[Saved entries]
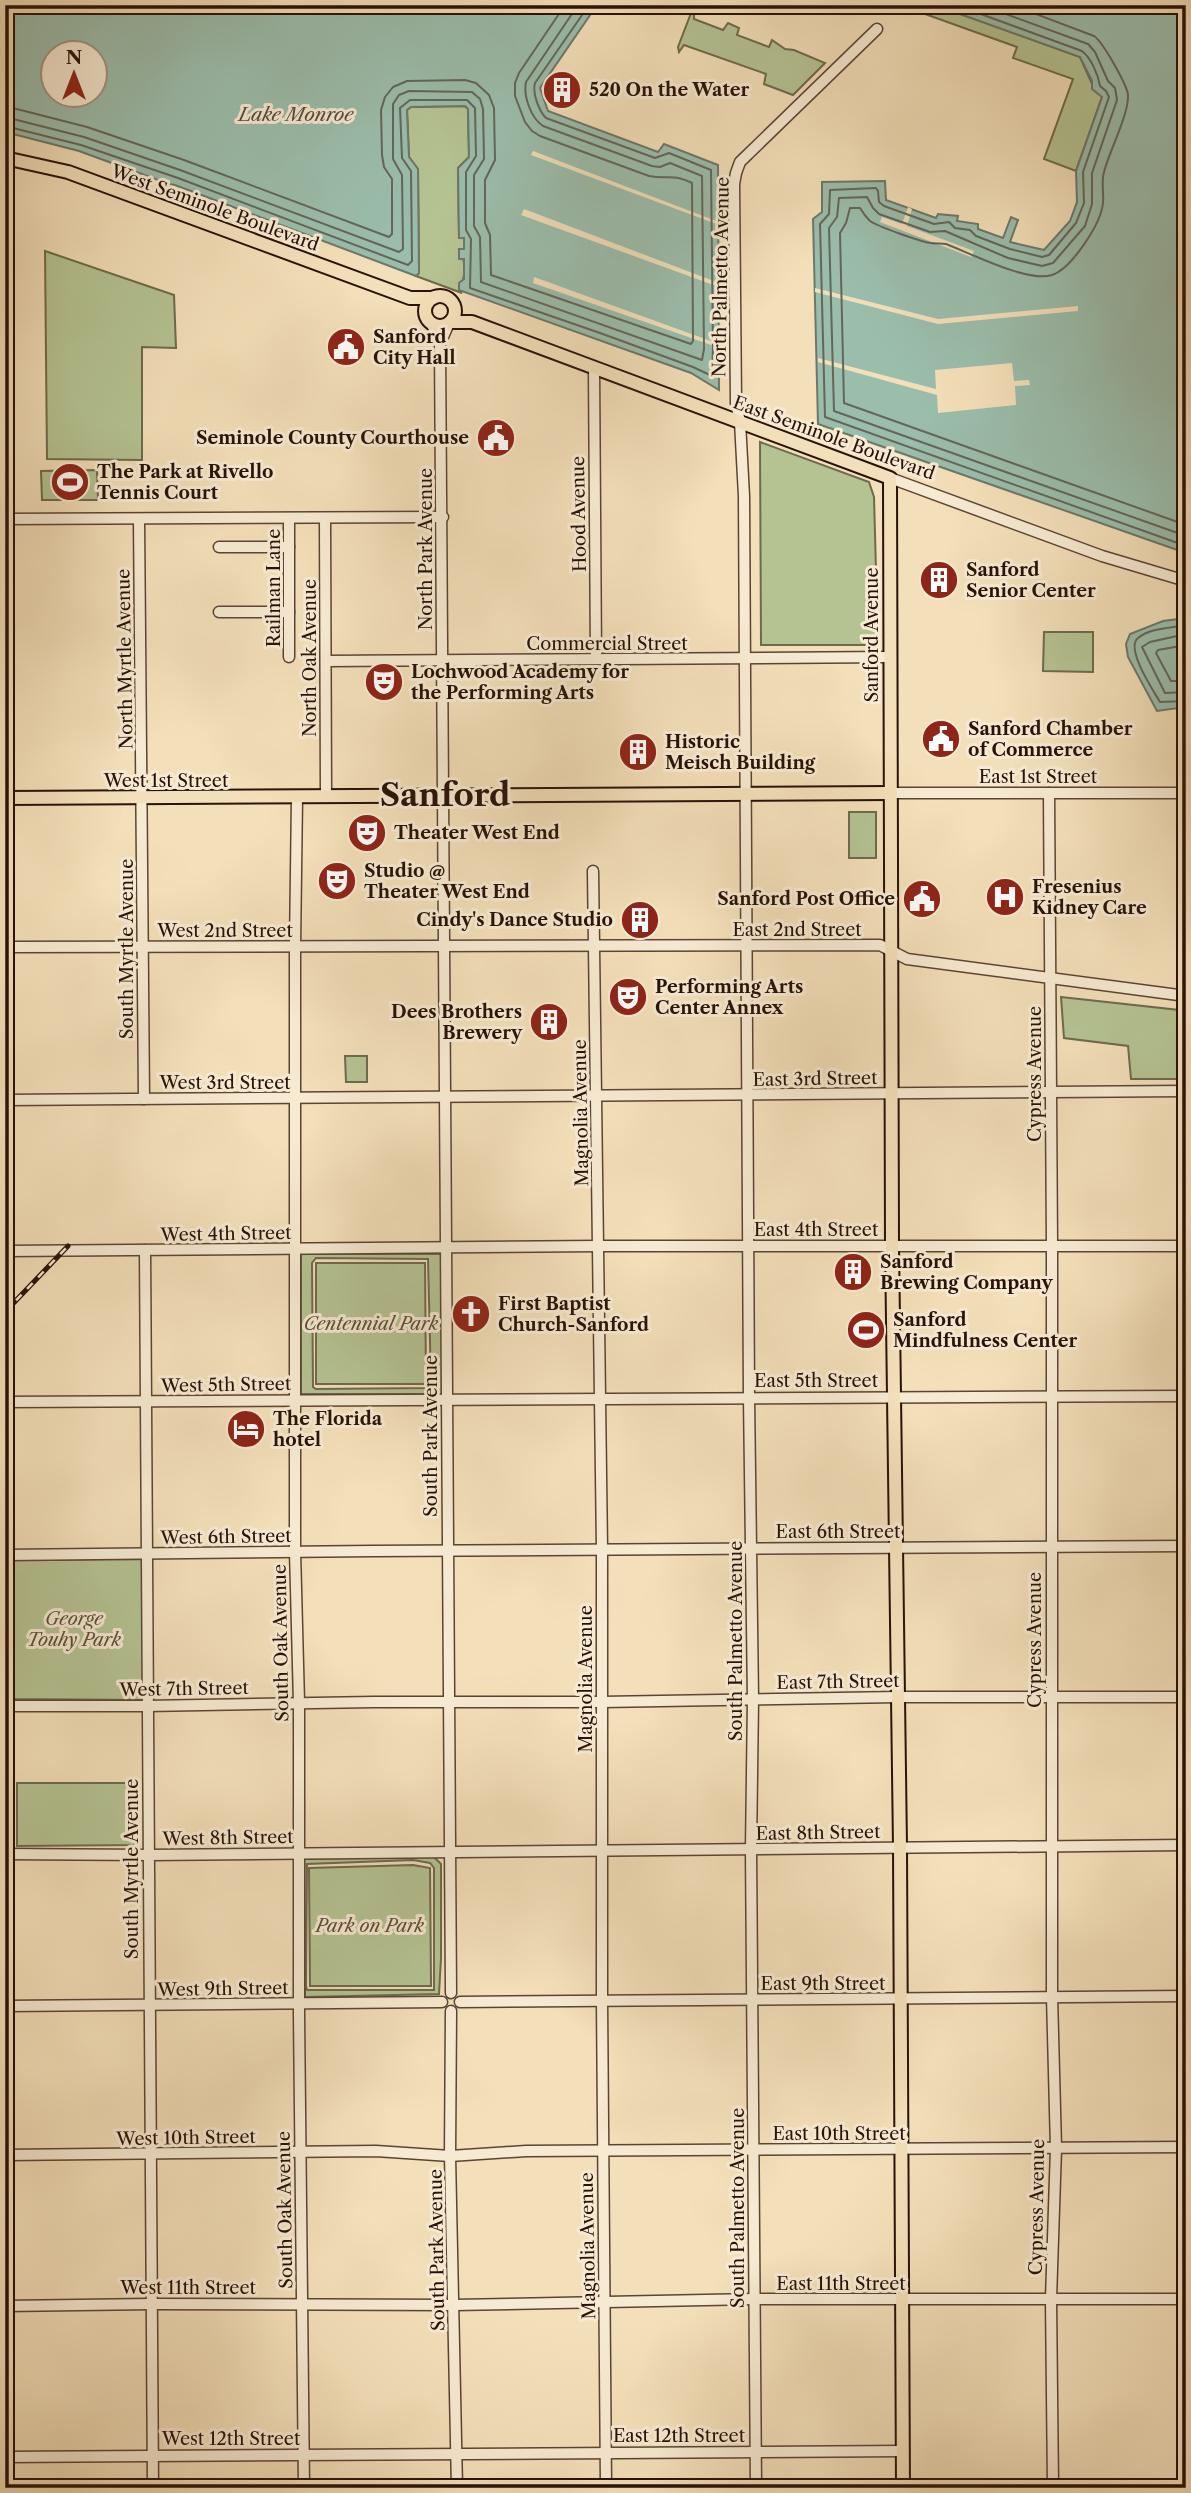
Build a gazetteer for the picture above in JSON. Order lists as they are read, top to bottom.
{
  "streets": {
    "main road": [
      "West Seminole Boulevard",
      "East Seminole Boulevard",
      "Sanford Avenue",
      "West 1st Street"
    ],
    "street": [
      "North Palmetto Avenue",
      "Hood Avenue",
      "North Park Avenue",
      "Railman Lane",
      "Commercial Street",
      "North Oak Avenue",
      "North Myrtle Avenue",
      "East 1st Street",
      "East 2nd Street",
      "West 2nd Street",
      "South Myrtle Avenue",
      "Cypress Avenue",
      "East 3rd Street",
      "West 3rd Street",
      "Magnolia Avenue",
      "East 4th Street",
      "West 4th Street",
      "East 5th Street",
      "West 5th Street",
      "South Park Avenue",
      "East 6th Street",
      "West 6th Street",
      "South Palmetto Avenue",
      "South Oak Avenue",
      "East 7th Street",
      "West 7th Street",
      "East 8th Street",
      "West 8th Street",
      "East 9th Street",
      "West 9th Street",
      "East 10th Street",
      "West 10th Street",
      "East 11th Street",
      "West 11th Street",
      "East 12th Street",
      "West 12th Street"
    ]
  },
  "crossings": [
    ["West Seminole Boulevard", "East Seminole Boulevard"],
    ["North Palmetto Avenue", "East Seminole Boulevard"],
    ["North Palmetto Avenue", "Commercial Street"],
    ["North Palmetto Avenue", "West 1st Street"],
    ["North Palmetto Avenue", "South Palmetto Avenue"],
    ["East Seminole Boulevard", "Hood Avenue"],
    ["East Seminole Boulevard", "Sanford Avenue"],
    ["Hood Avenue", "Commercial Street"],
    ["North Park Avenue", "Commercial Street"],
    ["North Park Avenue", "West 1st Street"],
    ["North Park Avenue", "South Park Avenue"],
    ["Sanford Avenue", "Commercial Street"],
    ["Sanford Avenue", "East 1st Street"],
    ["Sanford Avenue", "West 1st Street"],
    ["Sanford Avenue", "East 2nd Street"],
    ["Sanford Avenue", "East 3rd Street"],
    ["Sanford Avenue", "East 4th Street"],
    ["Sanford Avenue", "East 5th Street"],
    ["Sanford Avenue", "East 6th Street"],
    ["Sanford Avenue", "East 7th Street"],
    ["Sanford Avenue", "East 8th Street"],
    ["Sanford Avenue", "East 9th Street"],
    ["Sanford Avenue", "East 10th Street"],
    ["Sanford Avenue", "East 11th Street"],
    ["Sanford Avenue", "East 12th Street"],
    ["Commercial Street", "North Oak Avenue"],
    ["North Oak Avenue", "West 1st Street"],
    ["North Myrtle Avenue", "West 1st Street"],
    ["North Myrtle Avenue", "South Myrtle Avenue"],
    ["East 1st Street", "West 1st Street"],
    ["East 1st Street", "Cypress Avenue"],
    ["West 1st Street", "South Myrtle Avenue"],
    ["West 1st Street", "South Park Avenue"],
    ["West 1st Street", "South Palmetto Avenue"],
    ["West 1st Street", "South Oak Avenue"],
    ["East 2nd Street", "West 2nd Street"],
    ["East 2nd Street", "Cypress Avenue"],
    ["East 2nd Street", "Magnolia Avenue"],
    ["East 2nd Street", "South Park Avenue"],
    ["East 2nd Street", "South Palmetto Avenue"],
    ["West 2nd Street", "South Myrtle Avenue"],
    ["West 2nd Street", "South Park Avenue"],
    ["West 2nd Street", "South Oak Avenue"],
    ["South Myrtle Avenue", "West 3rd Street"],
    ["South Myrtle Avenue", "West 4th Street"],
    ["South Myrtle Avenue", "West 5th Street"],
    ["South Myrtle Avenue", "West 6th Street"],
    ["South Myrtle Avenue", "West 7th Street"],
    ["South Myrtle Avenue", "West 8th Street"],
    ["South Myrtle Avenue", "West 9th Street"],
    ["South Myrtle Avenue", "West 10th Street"],
    ["South Myrtle Avenue", "West 11th Street"],
    ["South Myrtle Avenue", "West 12th Street"],
    ["Cypress Avenue", "East 3rd Street"],
    ["Cypress Avenue", "East 4th Street"],
    ["Cypress Avenue", "East 5th Street"],
    ["Cypress Avenue", "East 6th Street"],
    ["Cypress Avenue", "East 7th Street"],
    ["Cypress Avenue", "East 8th Street"],
    ["Cypress Avenue", "East 9th Street"],
    ["Cypress Avenue", "East 10th Street"],
    ["Cypress Avenue", "East 11th Street"],
    ["East 3rd Street", "West 3rd Street"],
    ["East 3rd Street", "Magnolia Avenue"],
    ["East 3rd Street", "South Park Avenue"],
    ["East 3rd Street", "South Palmetto Avenue"],
    ["West 3rd Street", "South Park Avenue"],
    ["West 3rd Street", "South Oak Avenue"],
    ["Magnolia Avenue", "East 4th Street"],
    ["Magnolia Avenue", "East 5th Street"],
    ["Magnolia Avenue", "East 6th Street"],
    ["Magnolia Avenue", "East 7th Street"],
    ["Magnolia Avenue", "East 8th Street"],
    ["Magnolia Avenue", "East 9th Street"],
    ["Magnolia Avenue", "East 10th Street"],
    ["Magnolia Avenue", "East 11th Street"],
    ["Magnolia Avenue", "East 12th Street"],
    ["East 4th Street", "West 4th Street"],
    ["East 4th Street", "South Park Avenue"],
    ["East 4th Street", "South Palmetto Avenue"],
    ["West 4th Street", "South Park Avenue"],
    ["West 4th Street", "South Oak Avenue"],
    ["East 5th Street", "West 5th Street"],
    ["East 5th Street", "South Park Avenue"],
    ["East 5th Street", "South Palmetto Avenue"],
    ["West 5th Street", "South Park Avenue"],
    ["West 5th Street", "South Oak Avenue"],
    ["South Park Avenue", "East 6th Street"],
    ["South Park Avenue", "West 6th Street"],
    ["South Park Avenue", "East 7th Street"],
    ["South Park Avenue", "West 7th Street"],
    ["South Park Avenue", "East 8th Street"],
    ["South Park Avenue", "West 8th Street"],
    ["South Park Avenue", "East 9th Street"],
    ["South Park Avenue", "West 9th Street"],
    ["South Park Avenue", "East 10th Street"],
    ["South Park Avenue", "West 10th Street"],
    ["South Park Avenue", "East 11th Street"],
    ["South Park Avenue", "West 11th Street"],
    ["South Park Avenue", "East 12th Street"],
    ["South Park Avenue", "West 12th Street"],
    ["East 6th Street", "West 6th Street"],
    ["East 6th Street", "South Palmetto Avenue"],
    ["West 6th Street", "South Oak Avenue"],
    ["South Palmetto Avenue", "East 7th Street"],
    ["South Palmetto Avenue", "East 8th Street"],
    ["South Palmetto Avenue", "East 9th Street"],
    ["South Palmetto Avenue", "East 10th Street"],
    ["South Palmetto Avenue", "East 11th Street"],
    ["South Palmetto Avenue", "East 12th Street"],
    ["South Oak Avenue", "West 7th Street"],
    ["South Oak Avenue", "West 8th Street"],
    ["South Oak Avenue", "West 9th Street"],
    ["South Oak Avenue", "West 10th Street"],
    ["South Oak Avenue", "West 11th Street"],
    ["South Oak Avenue", "West 12th Street"],
    ["East 7th Street", "West 7th Street"],
    ["East 8th Street", "West 8th Street"],
    ["East 9th Street", "West 9th Street"],
    ["East 10th Street", "West 10th Street"],
    ["East 11th Street", "West 11th Street"],
    ["East 12th Street", "West 12th Street"]
  ],
  "districts": ["Sanford"],
  "water": ["Lake Monroe"],
  "parks": ["Centennial Park", "George Touhy Park", "Park on Park"],
  "places": {
    "building": [
      "520 On the Water",
      "Sanford Senior Center",
      "Historic Meisch Building",
      "Cindy's Dance Studio",
      "Dees Brothers Brewery",
      "Sanford Brewing Company"
    ],
    "public building": [
      "Sanford City Hall",
      "Seminole County Courthouse",
      "Sanford Chamber of Commerce",
      "Sanford Post Office"
    ],
    "sports": ["The Park at Rivello Tennis Court", "Sanford Mindfulness Center"],
    "theatre": [
      "Lochwood Academy for the Performing Arts",
      "Theater West End",
      "Studio @ Theater West End",
      "Performing Arts Center Annex"
    ],
    "hospital": ["Fresenius Kidney Care"],
    "church": ["First Baptist Church-Sanford"],
    "hotel": ["The Florida hotel"]
  },
  "north": "top"
}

### Required work
Filter the entries down to the lines that include the string "Studio".

### Output for this exercise
      "Cindy's Dance Studio",
      "Studio @ Theater West End",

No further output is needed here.